With Orcas Island stepping away from spring sports, Daniel Olson’s senior season dips from 10 games to nine. (Photo by JohnsPhotos.net)

And then there were six.

Things change at a moment’s notice in the Age of Coronavirus, and Wednesday brought a new wrinkle.

Orcas Island informed Northwest 2B/1B League officials it will not begin athletics until students return to in-person education.

Currently, the expectation is for that to happen in late March, though nothing is guaranteed.

With a condensed spring sports season running from February 22 to April 3, Orcas is out, with the hope it will be back in when traditional fall sports run March 29 to May 8.

The Vikings are the second group of NWL athletes to bow out due to COVID-19 concerns, as Chimacum already opted to delay joining what is intended to be an eight-team league.

Chimacum combined with next-door neighbor Port Townsend for the 2020-2021 school year, and the schools are playing in the 1A/2A Olympic League as East Jefferson.

With Orcas stepping away from spring sports, two Coupeville teams lose a total of four games from already pared-down schedules.

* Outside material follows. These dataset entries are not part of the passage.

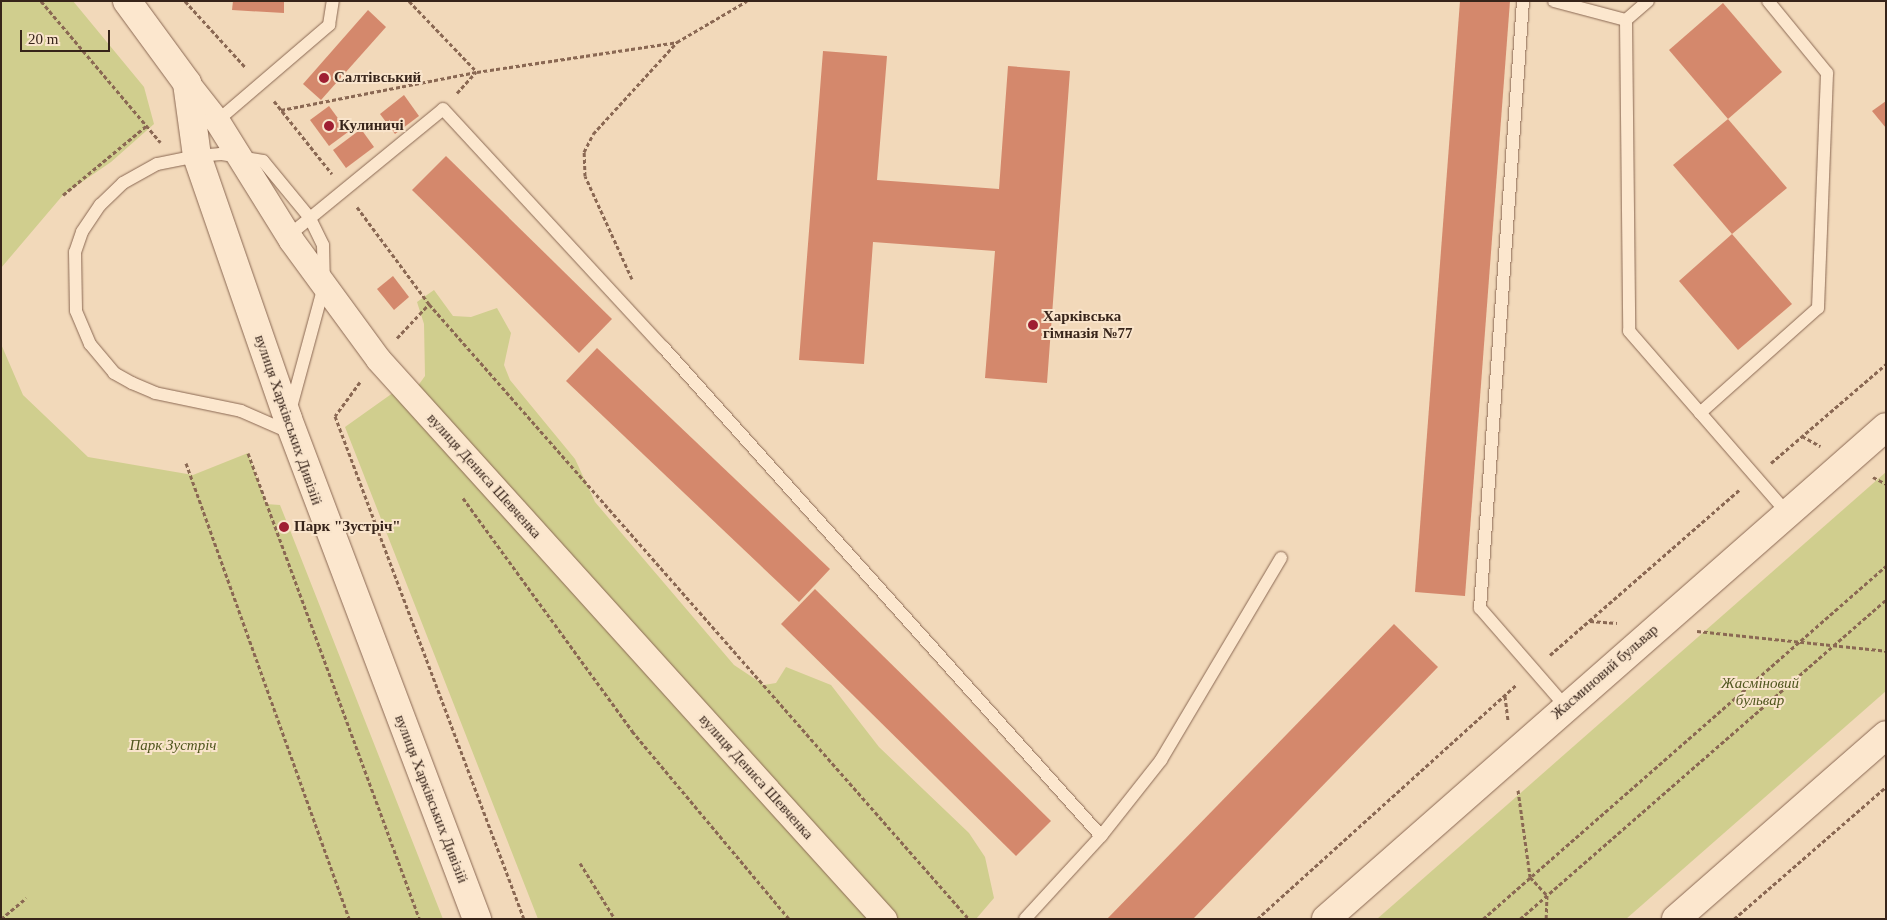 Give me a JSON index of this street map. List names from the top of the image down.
{
  "streets": {
    "street": ["вулиця Харківських Дивізій", "вулиця Дениса Шевченка", "Жасминовий бульвар"]
  },
  "crossings": [
    ["вулиця Харківських Дивізій", "вулиця Дениса Шевченка"]
  ],
  "parks": ["Жасміновий бульвар", "Парк Зустріч"],
  "places": [
    "Салтівський",
    "Кулиничі",
    "Харківська гімназія №77",
    "Парк \"Зустріч\""
  ],
  "scale_bar": "20 m"
}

The Wolf softball squad was set to host the Vikings March 13, then join the CHS baseball team in traveling to Orcas March 23.

That road trip was to feature a softball doubleheader and a lone hardball contest.

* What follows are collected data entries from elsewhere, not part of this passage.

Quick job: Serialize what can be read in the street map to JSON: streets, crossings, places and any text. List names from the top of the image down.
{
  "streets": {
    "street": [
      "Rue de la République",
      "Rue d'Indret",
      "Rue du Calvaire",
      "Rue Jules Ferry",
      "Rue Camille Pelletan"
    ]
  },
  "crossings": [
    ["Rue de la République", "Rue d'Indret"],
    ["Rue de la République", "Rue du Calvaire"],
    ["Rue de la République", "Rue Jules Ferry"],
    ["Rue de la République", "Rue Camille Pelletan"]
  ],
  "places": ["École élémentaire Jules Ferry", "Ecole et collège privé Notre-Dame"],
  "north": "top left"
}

With the changes, Coupeville softball sees its schedule shrink from 12 to nine games, while Wolf baseball goes from 10 to nine.

CHS track and girls tennis are unaffected, as Orcas doesn’t field teams in those sports.

 

UPDATE #1: A trip to Friday Harbor has been added to the schedule on March 19, bringing both Coupeville diamond schedules up to 10 games.

 

UPDATE #2: Softball will play a home doubleheader March 6 against Friday Harbor, instead of the previously-planned single game, raising its schedule back to 11 games.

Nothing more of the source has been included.